● EXERCISE MATERIAL:

____

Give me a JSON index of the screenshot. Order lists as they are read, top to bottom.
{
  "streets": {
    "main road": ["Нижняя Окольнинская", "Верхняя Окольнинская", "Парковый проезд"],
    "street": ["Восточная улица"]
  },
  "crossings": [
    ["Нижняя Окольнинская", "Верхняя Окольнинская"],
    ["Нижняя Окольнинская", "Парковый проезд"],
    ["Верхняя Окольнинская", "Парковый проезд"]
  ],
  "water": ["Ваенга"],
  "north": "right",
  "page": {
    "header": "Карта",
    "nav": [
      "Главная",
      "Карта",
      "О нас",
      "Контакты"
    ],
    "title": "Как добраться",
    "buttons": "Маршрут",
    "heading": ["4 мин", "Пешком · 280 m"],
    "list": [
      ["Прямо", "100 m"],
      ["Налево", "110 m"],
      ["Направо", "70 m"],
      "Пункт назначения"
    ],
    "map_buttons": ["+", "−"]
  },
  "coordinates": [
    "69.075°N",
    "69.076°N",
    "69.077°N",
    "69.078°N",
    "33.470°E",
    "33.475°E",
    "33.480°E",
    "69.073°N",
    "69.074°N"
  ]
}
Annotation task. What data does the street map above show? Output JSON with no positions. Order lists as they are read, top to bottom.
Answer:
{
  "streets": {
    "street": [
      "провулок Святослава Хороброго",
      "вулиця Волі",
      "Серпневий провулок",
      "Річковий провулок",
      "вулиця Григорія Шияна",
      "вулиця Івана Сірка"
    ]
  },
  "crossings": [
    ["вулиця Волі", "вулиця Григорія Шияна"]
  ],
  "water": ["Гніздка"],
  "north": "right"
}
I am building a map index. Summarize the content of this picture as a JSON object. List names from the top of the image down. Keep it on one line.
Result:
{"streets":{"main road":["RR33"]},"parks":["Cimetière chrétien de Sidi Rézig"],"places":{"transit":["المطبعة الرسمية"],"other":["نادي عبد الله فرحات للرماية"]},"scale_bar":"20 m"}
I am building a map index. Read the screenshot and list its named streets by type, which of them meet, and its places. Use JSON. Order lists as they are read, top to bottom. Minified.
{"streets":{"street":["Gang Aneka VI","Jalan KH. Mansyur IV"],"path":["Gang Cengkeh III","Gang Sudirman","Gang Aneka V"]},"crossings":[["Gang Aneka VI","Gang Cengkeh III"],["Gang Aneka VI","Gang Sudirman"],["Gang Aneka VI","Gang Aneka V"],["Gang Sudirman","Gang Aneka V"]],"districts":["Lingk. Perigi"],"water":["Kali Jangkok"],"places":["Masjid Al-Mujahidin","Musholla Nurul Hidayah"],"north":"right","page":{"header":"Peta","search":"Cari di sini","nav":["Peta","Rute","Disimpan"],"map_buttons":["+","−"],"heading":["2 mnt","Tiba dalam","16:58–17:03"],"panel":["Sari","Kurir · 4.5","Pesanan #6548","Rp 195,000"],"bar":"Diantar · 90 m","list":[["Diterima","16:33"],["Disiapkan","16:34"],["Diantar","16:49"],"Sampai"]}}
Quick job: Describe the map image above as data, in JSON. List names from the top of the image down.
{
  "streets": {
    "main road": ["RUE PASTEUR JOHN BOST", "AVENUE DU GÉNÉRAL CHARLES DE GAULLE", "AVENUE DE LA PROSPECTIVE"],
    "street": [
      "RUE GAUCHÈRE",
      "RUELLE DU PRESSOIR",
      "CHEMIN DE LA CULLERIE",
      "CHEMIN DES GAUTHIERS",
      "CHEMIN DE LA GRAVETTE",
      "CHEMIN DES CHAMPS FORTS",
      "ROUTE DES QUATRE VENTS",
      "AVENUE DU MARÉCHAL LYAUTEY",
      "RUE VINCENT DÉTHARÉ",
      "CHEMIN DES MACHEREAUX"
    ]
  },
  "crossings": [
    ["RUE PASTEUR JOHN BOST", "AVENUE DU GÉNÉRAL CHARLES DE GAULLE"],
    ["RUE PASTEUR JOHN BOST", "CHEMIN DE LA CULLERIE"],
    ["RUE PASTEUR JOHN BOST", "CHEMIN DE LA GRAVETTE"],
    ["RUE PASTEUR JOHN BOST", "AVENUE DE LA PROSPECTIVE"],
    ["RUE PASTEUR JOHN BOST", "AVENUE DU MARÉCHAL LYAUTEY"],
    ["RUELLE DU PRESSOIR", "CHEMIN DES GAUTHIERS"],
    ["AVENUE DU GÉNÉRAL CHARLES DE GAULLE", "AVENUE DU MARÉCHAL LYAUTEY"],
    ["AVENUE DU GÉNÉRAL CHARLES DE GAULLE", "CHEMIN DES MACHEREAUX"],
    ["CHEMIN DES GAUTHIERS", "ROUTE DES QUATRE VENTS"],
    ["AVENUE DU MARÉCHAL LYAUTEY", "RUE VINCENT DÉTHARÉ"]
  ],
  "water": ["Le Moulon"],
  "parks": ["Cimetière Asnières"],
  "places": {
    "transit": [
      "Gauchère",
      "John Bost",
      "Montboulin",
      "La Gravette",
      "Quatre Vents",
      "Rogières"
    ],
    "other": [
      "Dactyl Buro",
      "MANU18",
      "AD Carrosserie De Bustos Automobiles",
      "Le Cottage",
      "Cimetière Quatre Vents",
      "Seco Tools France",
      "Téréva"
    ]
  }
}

____

● ACTIVITY:
Reproduce each line of the records in which the string "проезд" appears.

● ANSWER TO THE PROBLEM:
    "main road": ["Нижняя Окольнинская", "Верхняя Окольнинская", "Парковый проезд"],
    ["Нижняя Окольнинская", "Парковый проезд"],
    ["Верхняя Окольнинская", "Парковый проезд"]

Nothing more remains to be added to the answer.